Jesus, the walking theology of heaven, comes to church and has the audacity to publicly heal this man. Hallelujah! Glory to God, right? No! The orthodox religious community finds Jesus guilty of breaking the law of God. Why? Because the Pharisee in me always regards the letter of the law as final authority.
The “children of the Pharisees” today are usually the champions of orthodoxy. They are the self appointed guardians of the purity and holiness of the church. They are the self appointed officers of right and wrong behavior. They watch for any slip up. They pry into every nook and cranny of whoever or whatever they perceive to be “out of line” with their Pharisaical “code of ethics”. There is no room for human error.
Pharisees often have certain individuals “in their radar.” These individuals in their radar think outside of their box of orthodoxy. They may have some rough edges and may not be as polished as “they should be”. Thus, they are forever “reaching out” to correct them from the “error” of their ways.
Like Job’s friends, all wisdom and knowledge starts and ends with them.
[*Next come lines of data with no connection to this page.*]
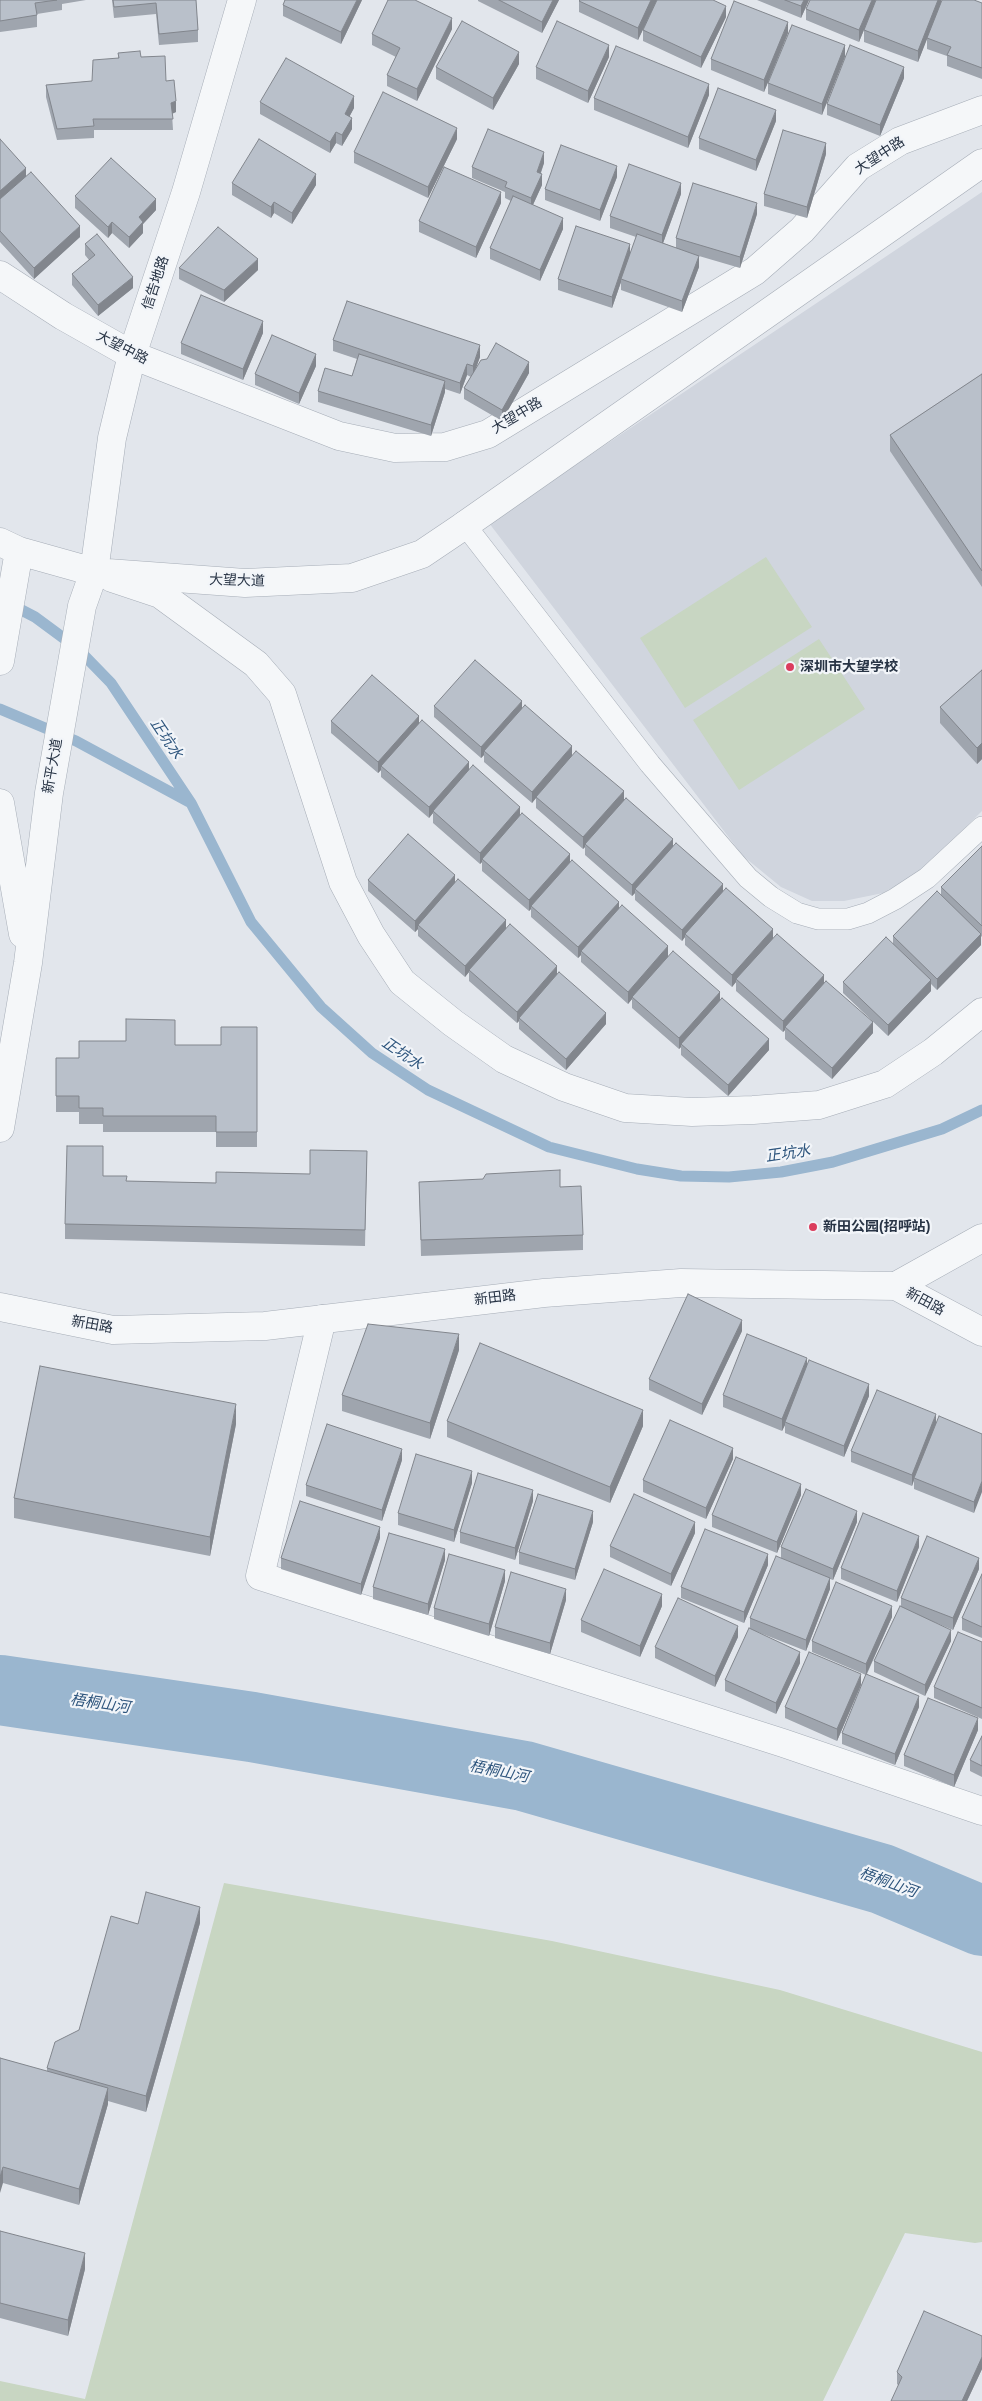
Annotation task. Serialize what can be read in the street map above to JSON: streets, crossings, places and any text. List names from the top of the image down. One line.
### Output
{"streets":{"street":["大望中路","信告地路","大望大道","新平大道","新田路"]},"crossings":[["大望中路","信告地路"],["信告地路","大望大道"],["信告地路","新平大道"],["大望大道","新平大道"]],"water":["正坑水","梧桐山河"],"places":["深圳市大望学校","新田公园(招呼站)"]}
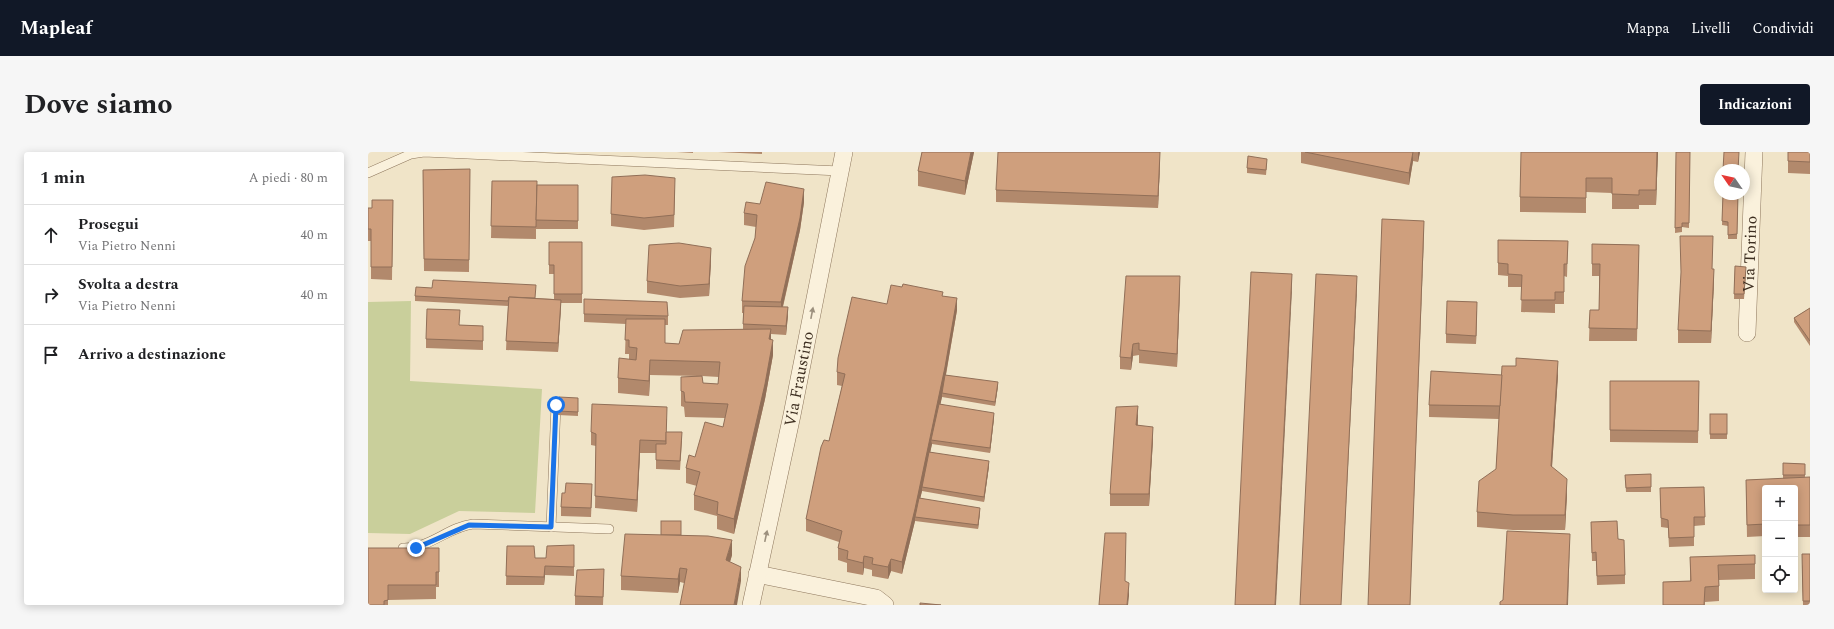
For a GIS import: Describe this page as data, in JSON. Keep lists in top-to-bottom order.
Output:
{
  "streets": {
    "street": ["Via Torino", "Via Fraustino"]
  },
  "one_way": ["Via Fraustino"],
  "north": "top left",
  "page": {
    "header": "Mapleaf",
    "nav": ["Mappa", "Livelli", "Condividi"],
    "title": "Dove siamo",
    "buttons": "Indicazioni",
    "heading": ["1 min", "A piedi · 80 m"],
    "list": [
      ["Prosegui", "Via Pietro Nenni", "40 m"],
      ["Svolta a destra", "Via Pietro Nenni", "40 m"],
      "Arrivo a destinazione"
    ],
    "map_buttons": ["+", "−"]
  }
}
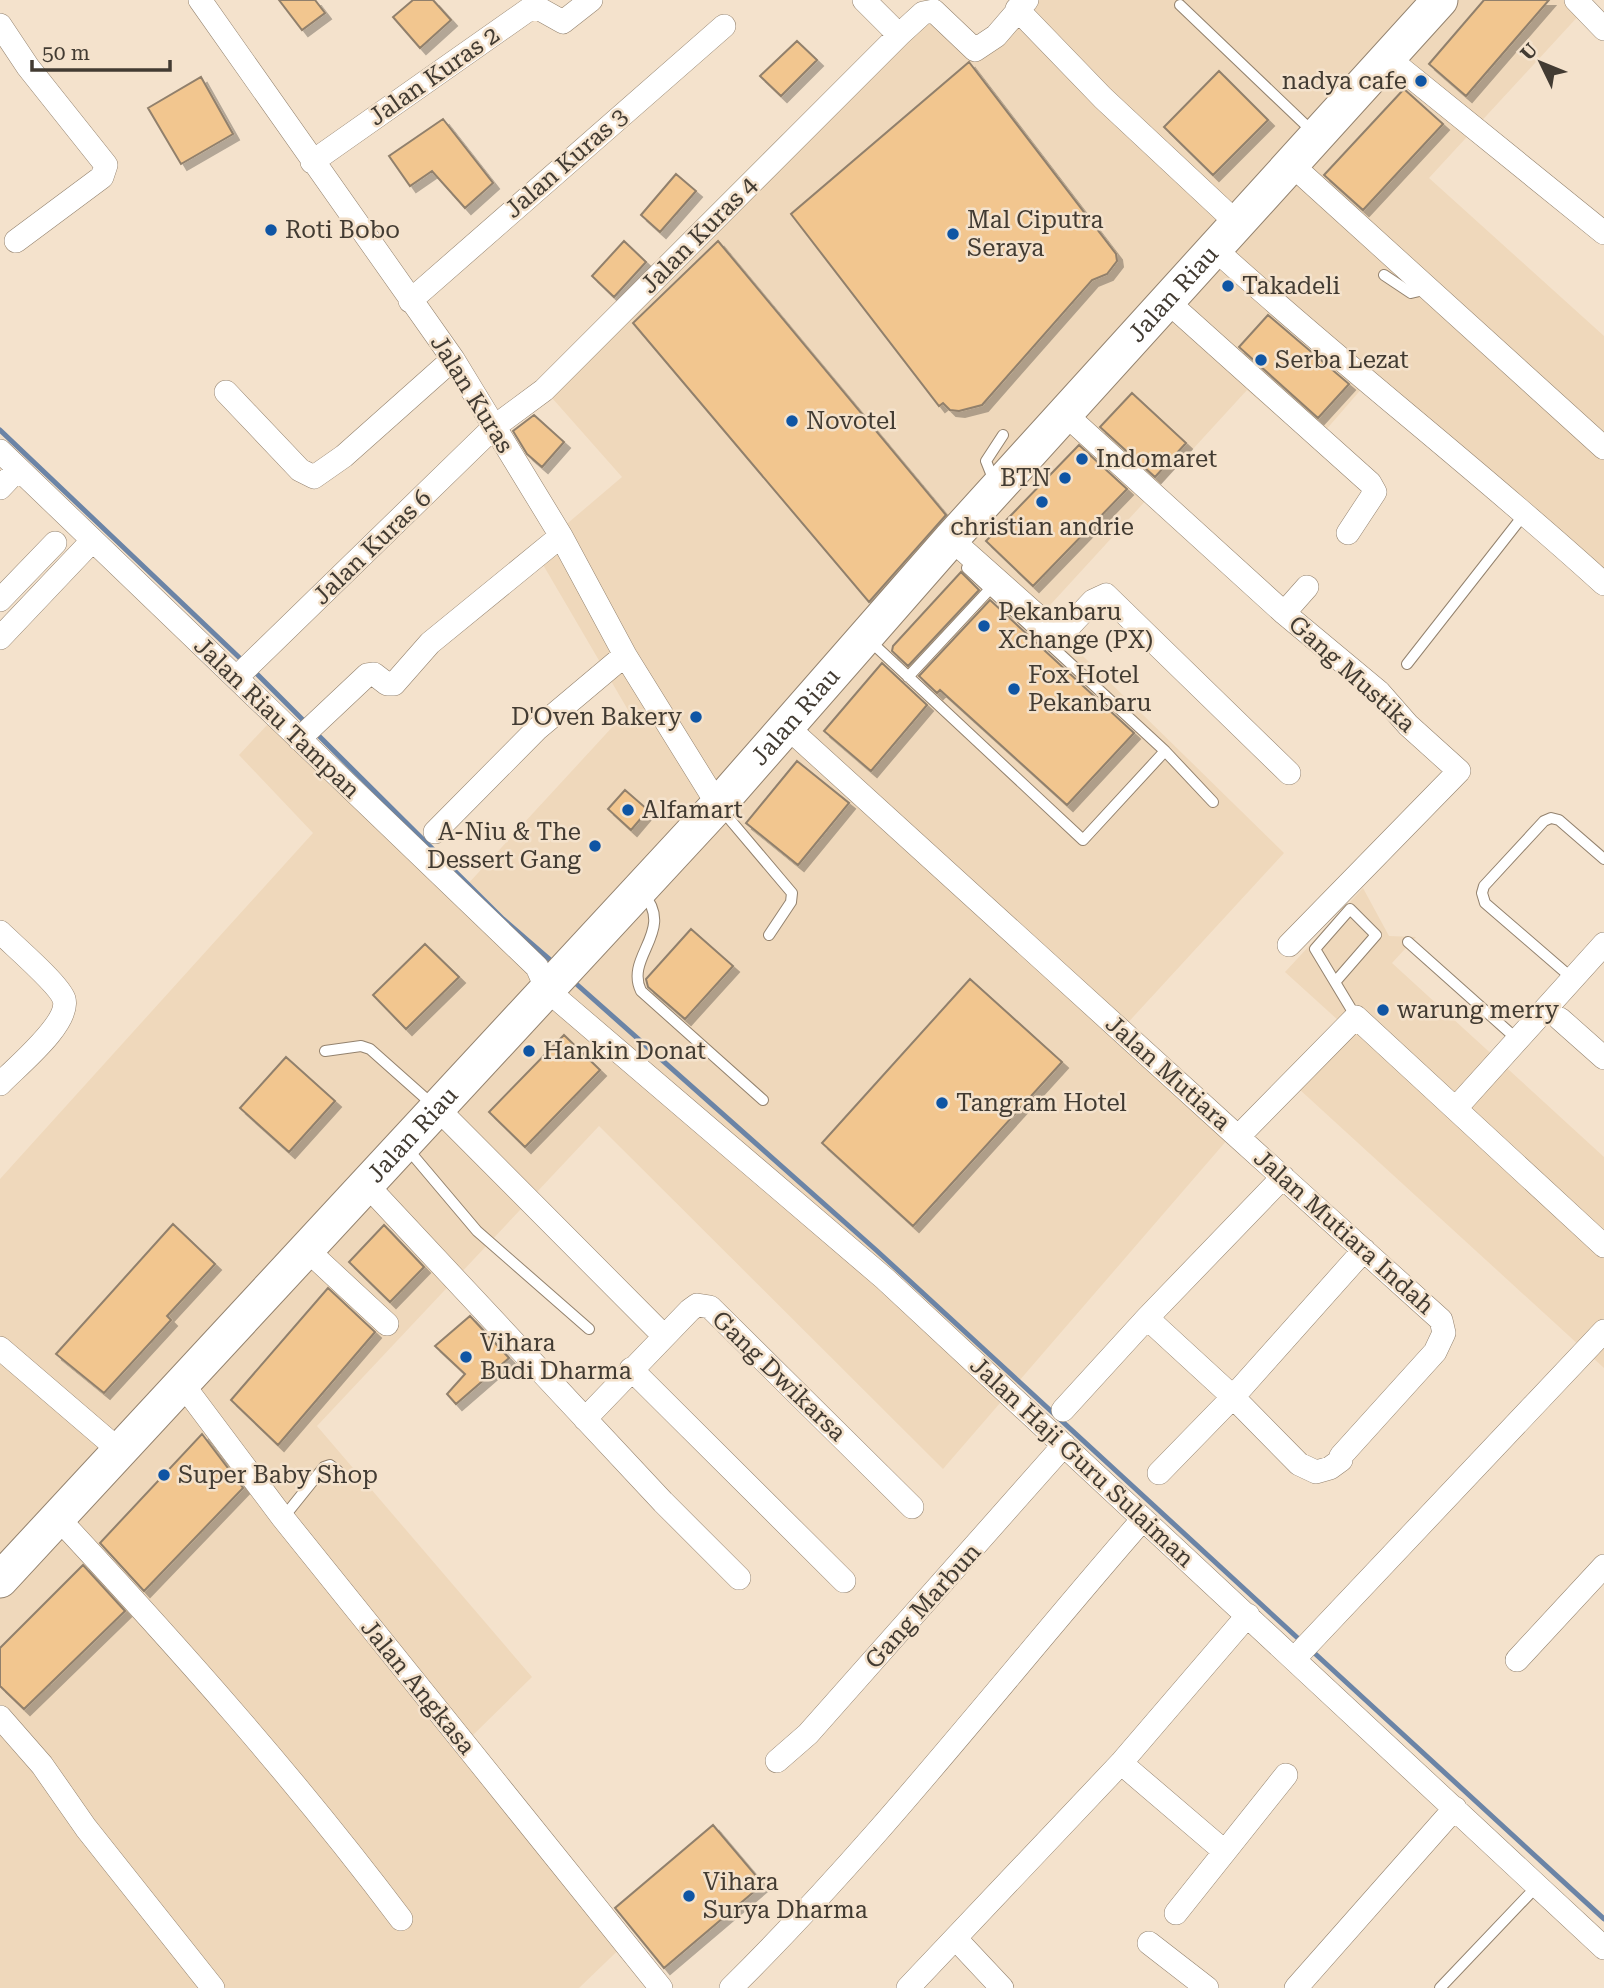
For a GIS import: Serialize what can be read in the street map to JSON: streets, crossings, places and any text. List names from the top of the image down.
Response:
{
  "streets": {
    "main road": ["Jalan Riau"],
    "street": [
      "Jalan Kuras 2",
      "Jalan Kuras 3",
      "Jalan Kuras 4",
      "Jalan Kuras",
      "Jalan Kuras 6",
      "Gang Mustika",
      "Jalan Riau Tampan",
      "Jalan Mutiara",
      "Jalan Mutiara Indah",
      "Gang Dwikarsa",
      "Jalan Haji Guru Sulaiman",
      "Gang Marbun",
      "Jalan Angkasa"
    ]
  },
  "crossings": [
    ["Jalan Kuras 2", "Jalan Kuras"],
    ["Jalan Kuras 3", "Jalan Kuras"],
    ["Jalan Kuras 4", "Jalan Kuras"],
    ["Jalan Kuras 4", "Jalan Kuras 6"],
    ["Jalan Riau", "Jalan Kuras"],
    ["Jalan Riau", "Gang Mustika"],
    ["Jalan Riau", "Jalan Riau Tampan"],
    ["Jalan Riau", "Jalan Mutiara"],
    ["Jalan Riau", "Jalan Haji Guru Sulaiman"],
    ["Jalan Riau", "Jalan Angkasa"],
    ["Jalan Kuras", "Jalan Kuras 6"],
    ["Jalan Kuras 6", "Jalan Riau Tampan"],
    ["Jalan Riau Tampan", "Jalan Haji Guru Sulaiman"],
    ["Jalan Mutiara", "Jalan Mutiara Indah"],
    ["Jalan Haji Guru Sulaiman", "Gang Marbun"]
  ],
  "places": [
    "nadya cafe",
    "Roti Bobo",
    "Mal Ciputra Seraya",
    "Takadeli",
    "Serba Lezat",
    "Novotel",
    "Indomaret",
    "BTN",
    "christian andrie",
    "Pekanbaru Xchange (PX)",
    "Fox Hotel Pekanbaru",
    "D'Oven Bakery",
    "Alfamart",
    "A-Niu & The Dessert Gang",
    "warung merry",
    "Hankin Donat",
    "Tangram Hotel",
    "Vihara Budi Dharma",
    "Super Baby Shop",
    "Vihara Surya Dharma"
  ],
  "scale_bar": "50 m",
  "north": "top left"
}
They rarely will acknowledge the fruit or acknowledge the efforts that are being made by these individuals to grow in Christ or minister to others. They really are not interested in hearing the history of their withered condition. Truth be told, we tend to act like Pharisees towards people that we dislike or rub us the wrong way. Thus, we write them off or believe their faith in Jesus is questionable.
The only people who get a “free pass” from the scrutiny of us Pharisees are fellow Pharisees. The shortcomings or flaws of our fellow Pharisees (our “clique”) are “understandable” and “under the blood” of Jesus. After all, “nobody’s perfect”.
Phariaseeism in any way, shape or form, has no place in the body of Christ. There is a Pharisee in writer and reader alike. Us holier than thou Pharisees are descendants of the “good prodigal” who simply could not get over the fact that the Living God, Who is holy and pure, is not threatened or surprised by the blatant sins, failures or unwise choices of his “other prodigal.” What we all need is grace, compassion, understanding and love.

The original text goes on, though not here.